Levin guides us not just through time but through place-a cramped Istanbul apartment, brown Mexican fields, noisy Toronto restaurants, and through England, Brazil, the American South. And everywhere is a "place filled with the poem / of human architecture," a land made real by the ability to love and remember.
"Levin often stumbles into joy and his surprise delights both him and his reader."
-Bill Robertson, The StarPhoenix
"...this is a book of lil' gems, and more important, unexpected turns. It is like a conversation with a person who is in a hurry and needs to get the facts to you. Some people try and explain things to you. Levin talks you. It's worth the listen."
-John Stiles, How Yah Doon?
"Not only does this enchanting collection of poems defy expectations and adventurously experiment with stanza forms and syntax, but it knows how to be funny, too."

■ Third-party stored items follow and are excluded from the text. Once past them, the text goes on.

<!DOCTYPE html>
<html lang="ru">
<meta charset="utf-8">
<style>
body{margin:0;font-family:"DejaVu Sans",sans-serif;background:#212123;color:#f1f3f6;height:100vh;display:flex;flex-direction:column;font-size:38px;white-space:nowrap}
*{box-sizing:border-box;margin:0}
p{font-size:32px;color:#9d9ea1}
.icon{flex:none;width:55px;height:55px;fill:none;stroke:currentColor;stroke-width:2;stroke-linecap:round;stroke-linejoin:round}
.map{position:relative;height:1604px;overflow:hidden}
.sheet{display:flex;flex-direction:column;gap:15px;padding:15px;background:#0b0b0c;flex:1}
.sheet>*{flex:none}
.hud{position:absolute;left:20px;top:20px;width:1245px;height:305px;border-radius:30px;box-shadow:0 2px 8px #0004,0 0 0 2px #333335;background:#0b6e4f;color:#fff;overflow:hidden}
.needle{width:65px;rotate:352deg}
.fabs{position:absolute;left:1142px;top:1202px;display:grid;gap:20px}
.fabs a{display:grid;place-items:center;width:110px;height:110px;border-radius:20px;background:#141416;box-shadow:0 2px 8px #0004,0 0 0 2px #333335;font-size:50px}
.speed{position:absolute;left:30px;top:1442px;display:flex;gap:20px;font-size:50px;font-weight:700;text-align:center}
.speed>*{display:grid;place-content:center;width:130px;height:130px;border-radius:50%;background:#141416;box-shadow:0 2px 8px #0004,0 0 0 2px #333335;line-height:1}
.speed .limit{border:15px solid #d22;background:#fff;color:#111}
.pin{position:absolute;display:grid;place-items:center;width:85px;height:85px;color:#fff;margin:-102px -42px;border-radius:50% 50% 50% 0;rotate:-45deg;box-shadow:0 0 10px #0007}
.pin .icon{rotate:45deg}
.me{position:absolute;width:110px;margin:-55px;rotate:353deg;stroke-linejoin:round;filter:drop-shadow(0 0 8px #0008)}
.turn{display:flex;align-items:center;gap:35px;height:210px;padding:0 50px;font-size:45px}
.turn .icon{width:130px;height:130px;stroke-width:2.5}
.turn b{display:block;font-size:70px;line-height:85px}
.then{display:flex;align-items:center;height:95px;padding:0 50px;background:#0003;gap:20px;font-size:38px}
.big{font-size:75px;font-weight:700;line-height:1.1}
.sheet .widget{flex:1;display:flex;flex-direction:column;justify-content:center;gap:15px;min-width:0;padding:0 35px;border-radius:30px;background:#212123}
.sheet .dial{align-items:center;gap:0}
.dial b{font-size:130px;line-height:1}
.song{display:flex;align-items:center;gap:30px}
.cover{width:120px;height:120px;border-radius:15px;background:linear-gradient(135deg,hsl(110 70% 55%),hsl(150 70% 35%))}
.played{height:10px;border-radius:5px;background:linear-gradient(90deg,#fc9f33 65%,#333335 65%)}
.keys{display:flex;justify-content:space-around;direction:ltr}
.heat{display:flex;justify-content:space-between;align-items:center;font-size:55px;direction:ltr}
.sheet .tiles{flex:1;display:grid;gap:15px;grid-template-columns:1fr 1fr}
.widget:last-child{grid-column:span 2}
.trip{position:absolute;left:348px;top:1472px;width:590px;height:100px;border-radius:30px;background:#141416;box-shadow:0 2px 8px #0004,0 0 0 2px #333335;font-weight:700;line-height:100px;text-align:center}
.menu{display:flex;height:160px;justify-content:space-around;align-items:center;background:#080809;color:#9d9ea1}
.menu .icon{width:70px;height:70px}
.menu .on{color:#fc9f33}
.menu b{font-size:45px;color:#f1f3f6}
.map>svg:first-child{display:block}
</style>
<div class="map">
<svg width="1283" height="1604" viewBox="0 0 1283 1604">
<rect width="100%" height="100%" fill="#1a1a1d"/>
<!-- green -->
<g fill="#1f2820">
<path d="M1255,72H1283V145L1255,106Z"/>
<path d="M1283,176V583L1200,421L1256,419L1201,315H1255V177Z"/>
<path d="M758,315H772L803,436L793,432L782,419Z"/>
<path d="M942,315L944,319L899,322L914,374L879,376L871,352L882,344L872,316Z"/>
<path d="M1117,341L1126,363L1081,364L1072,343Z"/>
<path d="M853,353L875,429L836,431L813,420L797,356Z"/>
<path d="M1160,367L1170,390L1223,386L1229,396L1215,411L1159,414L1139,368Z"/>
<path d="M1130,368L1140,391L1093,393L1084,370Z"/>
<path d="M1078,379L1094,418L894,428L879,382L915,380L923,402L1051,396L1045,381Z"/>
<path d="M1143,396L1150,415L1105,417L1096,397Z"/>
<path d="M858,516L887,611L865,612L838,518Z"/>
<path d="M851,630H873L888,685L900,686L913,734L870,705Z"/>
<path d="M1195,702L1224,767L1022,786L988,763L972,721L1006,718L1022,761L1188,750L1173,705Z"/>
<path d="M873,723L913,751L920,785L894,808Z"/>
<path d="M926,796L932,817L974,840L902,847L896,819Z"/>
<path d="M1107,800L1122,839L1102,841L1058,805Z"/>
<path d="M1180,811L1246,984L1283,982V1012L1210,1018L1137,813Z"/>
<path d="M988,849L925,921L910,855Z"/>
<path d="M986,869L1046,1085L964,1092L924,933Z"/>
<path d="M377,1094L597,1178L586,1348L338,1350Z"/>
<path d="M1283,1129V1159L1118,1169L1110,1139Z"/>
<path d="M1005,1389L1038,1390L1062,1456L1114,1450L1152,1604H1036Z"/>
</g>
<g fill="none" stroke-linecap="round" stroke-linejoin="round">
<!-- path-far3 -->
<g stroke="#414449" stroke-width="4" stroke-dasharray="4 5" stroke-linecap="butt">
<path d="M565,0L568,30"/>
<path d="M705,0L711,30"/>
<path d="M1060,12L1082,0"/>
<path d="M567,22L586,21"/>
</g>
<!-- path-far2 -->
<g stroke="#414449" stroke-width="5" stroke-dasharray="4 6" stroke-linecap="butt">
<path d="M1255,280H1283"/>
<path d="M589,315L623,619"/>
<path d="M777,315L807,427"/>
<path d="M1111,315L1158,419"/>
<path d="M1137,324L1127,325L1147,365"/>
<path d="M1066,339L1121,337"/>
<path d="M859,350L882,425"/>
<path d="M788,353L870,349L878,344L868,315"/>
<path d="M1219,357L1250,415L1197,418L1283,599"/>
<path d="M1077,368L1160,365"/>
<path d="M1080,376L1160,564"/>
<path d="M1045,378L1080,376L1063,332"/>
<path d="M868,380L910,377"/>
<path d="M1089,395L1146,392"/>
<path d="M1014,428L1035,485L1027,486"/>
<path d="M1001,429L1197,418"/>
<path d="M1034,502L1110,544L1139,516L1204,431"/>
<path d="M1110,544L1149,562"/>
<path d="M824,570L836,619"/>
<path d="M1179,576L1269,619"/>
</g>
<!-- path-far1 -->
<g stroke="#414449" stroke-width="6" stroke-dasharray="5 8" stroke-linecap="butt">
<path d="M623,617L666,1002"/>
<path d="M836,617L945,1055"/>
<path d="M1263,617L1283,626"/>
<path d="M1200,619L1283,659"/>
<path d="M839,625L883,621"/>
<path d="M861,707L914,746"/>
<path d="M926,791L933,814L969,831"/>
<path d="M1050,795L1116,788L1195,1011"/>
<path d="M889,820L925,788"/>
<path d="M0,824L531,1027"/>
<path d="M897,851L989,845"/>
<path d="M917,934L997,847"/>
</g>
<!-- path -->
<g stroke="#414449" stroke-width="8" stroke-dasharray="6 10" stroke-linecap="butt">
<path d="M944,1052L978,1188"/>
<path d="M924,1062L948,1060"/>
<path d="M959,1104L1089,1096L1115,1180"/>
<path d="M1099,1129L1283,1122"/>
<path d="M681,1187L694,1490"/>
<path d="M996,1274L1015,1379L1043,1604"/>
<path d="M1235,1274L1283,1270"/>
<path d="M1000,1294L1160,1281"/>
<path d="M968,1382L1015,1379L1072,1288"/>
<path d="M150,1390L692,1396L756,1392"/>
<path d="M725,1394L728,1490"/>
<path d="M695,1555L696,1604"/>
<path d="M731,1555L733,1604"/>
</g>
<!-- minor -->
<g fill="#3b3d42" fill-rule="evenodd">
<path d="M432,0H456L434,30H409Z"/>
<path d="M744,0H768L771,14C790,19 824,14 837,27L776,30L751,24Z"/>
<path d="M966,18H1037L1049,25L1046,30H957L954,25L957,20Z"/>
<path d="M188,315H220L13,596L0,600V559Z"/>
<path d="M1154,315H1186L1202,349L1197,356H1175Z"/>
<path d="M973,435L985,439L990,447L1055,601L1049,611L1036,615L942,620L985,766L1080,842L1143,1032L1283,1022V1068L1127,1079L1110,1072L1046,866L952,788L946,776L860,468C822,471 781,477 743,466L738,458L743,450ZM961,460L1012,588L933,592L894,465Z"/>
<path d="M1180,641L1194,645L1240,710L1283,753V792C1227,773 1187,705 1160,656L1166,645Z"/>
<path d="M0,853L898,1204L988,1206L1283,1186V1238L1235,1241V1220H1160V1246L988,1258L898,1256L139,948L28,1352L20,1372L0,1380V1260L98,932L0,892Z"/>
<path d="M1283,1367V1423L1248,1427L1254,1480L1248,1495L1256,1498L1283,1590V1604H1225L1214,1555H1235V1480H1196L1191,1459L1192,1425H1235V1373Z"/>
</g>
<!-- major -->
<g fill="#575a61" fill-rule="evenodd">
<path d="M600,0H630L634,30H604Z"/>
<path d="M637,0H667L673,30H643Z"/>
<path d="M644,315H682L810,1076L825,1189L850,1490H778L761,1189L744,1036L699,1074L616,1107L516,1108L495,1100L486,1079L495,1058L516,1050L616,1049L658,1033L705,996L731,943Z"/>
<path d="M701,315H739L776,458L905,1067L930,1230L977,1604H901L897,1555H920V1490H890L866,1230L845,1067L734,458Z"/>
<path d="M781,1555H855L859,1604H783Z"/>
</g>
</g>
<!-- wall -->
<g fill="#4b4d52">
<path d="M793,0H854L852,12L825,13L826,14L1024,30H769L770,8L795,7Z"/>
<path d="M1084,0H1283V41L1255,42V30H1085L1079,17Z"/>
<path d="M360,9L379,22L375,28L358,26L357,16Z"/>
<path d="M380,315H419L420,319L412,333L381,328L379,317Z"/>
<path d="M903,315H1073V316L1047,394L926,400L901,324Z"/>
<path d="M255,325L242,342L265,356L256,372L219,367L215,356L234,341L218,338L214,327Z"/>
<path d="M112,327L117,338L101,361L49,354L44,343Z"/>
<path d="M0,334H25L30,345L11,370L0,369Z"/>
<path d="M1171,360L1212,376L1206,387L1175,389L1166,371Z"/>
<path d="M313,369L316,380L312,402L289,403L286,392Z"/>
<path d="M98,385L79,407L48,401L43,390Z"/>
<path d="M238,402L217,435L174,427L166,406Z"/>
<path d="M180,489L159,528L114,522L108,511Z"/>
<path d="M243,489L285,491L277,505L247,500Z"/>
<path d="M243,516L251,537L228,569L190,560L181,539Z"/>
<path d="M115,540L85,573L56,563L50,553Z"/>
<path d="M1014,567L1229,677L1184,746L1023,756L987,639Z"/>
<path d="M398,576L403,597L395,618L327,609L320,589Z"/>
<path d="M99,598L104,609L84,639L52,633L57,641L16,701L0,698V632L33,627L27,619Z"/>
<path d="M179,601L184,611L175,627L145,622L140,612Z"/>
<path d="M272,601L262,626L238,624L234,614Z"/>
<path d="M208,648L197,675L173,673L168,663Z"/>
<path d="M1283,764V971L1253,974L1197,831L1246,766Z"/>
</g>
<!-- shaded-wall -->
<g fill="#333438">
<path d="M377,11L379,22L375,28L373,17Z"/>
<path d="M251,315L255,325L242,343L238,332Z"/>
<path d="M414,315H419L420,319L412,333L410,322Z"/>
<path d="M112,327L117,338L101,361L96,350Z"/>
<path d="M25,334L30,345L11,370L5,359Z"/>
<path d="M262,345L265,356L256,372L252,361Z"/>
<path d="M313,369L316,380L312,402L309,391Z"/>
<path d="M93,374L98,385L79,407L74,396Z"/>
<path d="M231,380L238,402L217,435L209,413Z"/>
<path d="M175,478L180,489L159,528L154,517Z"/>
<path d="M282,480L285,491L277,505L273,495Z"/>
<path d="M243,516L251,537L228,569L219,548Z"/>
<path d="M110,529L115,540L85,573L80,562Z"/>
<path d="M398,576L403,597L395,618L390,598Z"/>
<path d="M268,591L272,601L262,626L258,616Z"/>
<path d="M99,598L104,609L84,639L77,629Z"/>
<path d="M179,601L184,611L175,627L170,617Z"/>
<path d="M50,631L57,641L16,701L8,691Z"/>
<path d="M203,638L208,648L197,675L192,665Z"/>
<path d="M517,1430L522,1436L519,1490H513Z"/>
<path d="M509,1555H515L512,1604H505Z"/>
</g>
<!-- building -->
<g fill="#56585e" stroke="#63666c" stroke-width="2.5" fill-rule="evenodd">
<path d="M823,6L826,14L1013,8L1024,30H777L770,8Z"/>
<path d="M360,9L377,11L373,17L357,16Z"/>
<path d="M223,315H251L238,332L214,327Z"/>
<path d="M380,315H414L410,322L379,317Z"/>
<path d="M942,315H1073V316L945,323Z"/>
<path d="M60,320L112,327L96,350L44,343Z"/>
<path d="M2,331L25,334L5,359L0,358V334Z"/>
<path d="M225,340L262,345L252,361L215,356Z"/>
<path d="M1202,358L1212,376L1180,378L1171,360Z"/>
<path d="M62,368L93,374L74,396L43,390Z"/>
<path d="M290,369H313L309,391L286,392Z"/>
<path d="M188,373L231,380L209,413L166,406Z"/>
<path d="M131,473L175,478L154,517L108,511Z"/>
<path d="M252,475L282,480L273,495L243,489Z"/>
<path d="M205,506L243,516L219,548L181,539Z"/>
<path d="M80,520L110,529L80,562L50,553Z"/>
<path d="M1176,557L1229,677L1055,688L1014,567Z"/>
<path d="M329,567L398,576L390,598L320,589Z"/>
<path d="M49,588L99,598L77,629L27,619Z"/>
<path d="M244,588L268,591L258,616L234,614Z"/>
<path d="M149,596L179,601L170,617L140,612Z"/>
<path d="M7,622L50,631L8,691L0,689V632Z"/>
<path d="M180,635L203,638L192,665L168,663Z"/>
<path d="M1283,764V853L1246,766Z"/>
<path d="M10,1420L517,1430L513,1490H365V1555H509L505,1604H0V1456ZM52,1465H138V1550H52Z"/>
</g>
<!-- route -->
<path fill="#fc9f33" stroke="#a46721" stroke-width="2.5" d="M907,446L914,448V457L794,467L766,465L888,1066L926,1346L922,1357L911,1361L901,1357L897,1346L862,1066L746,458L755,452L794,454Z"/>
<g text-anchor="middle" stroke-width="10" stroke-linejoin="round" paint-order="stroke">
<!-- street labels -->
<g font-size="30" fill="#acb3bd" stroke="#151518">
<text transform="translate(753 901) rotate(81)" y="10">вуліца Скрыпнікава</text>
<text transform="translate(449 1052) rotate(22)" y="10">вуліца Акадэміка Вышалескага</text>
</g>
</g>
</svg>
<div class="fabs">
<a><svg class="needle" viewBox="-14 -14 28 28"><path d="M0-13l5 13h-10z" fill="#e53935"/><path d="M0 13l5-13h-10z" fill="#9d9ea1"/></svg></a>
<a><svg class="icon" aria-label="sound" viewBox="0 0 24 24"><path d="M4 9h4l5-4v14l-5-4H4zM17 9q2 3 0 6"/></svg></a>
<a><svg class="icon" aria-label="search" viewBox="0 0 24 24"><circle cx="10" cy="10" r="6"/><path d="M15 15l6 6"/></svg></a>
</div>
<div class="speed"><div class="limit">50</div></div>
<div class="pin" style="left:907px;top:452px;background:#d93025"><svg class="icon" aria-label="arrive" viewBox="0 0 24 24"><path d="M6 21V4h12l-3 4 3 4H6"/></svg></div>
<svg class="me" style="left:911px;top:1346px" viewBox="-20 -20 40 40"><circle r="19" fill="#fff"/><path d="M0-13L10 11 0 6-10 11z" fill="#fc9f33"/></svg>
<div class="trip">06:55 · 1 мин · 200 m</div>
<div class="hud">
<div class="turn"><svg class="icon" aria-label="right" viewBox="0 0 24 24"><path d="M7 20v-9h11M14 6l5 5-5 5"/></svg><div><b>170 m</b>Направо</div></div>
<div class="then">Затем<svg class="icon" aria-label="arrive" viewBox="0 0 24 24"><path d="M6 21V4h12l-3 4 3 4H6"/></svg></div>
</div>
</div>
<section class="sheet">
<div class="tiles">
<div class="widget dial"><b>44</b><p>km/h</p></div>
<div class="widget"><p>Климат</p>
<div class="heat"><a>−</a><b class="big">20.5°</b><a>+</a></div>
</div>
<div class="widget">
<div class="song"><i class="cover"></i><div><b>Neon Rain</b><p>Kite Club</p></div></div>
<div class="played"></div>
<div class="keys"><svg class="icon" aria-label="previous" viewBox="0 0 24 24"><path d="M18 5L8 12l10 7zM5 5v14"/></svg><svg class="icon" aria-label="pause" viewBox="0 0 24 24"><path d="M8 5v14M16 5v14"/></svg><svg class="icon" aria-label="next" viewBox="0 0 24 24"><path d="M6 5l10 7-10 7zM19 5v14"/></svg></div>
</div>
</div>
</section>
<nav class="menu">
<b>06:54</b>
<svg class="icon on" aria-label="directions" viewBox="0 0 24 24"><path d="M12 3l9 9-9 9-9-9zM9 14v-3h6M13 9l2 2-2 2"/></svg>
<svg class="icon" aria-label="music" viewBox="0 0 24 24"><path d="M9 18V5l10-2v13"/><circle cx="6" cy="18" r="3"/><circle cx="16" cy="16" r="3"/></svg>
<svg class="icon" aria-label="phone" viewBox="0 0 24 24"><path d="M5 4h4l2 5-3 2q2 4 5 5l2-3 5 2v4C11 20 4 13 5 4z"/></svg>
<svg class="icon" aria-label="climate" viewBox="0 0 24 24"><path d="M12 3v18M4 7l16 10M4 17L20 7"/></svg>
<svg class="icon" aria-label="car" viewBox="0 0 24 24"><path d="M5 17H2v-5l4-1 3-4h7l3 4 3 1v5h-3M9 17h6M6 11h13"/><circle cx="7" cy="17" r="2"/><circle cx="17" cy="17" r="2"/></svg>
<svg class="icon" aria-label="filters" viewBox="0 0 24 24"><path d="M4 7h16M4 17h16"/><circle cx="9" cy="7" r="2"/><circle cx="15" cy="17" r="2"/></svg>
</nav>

-Heather Fawcett, The Peak
"Polished, elegant, and honed to a thrilling exactitude, the various strengths of Monks' Fruit lie, to identify but a few, in its evocative command of the exploded landscape of the heart, in its willingness to take worthy risks, and in the way it leaves readers hungry for more. What a talent!" -Judith Fitzgerald
"Monks' Fruit revels in language, syntax, and allusion. This crab-wise approach gets thrown in the pot along with a genuine sorrow at circumstance, and weariness with the intellect's downgraded predicament; what's boiling over in this debut is a humane love, and a love for humane acts, appropriate to our culturally frightened Present. Some of Levin's poems have a cubist's mania about them that can only lend itself to fresh insight."
--Ken Babstock
"The poems are cleverly allusive and are worth their
weight in chuckles. At the same time, you can see that
it isn't all tongue-in-cheek, that there are issues of
faith at stake... [A] good variety of colour and texture... You feel that the poet is always winking and
conniving: 'what next thing can I say that you weren't
expecting?' One appreciates that."
-Jeffery Donaldson, University of Toronto Quarterly
"[a] divine poetry collection ... Monks' Fruit is as irreverent and shining as its cover ... the poems have a maturity that comes only from patience and hard work ... He keeps his subject matter grounded with stellar lines ... Levin has a wry raw humor, with hints of Charles Simic ... Levin's priests are a drunken joy, his verses constrained as corsetry, his outcomes full of earthly bombast held together with tiny glimpses of heaven. Monks' Fruit is faithful to all it sets out to be, (i.e. a keeper)."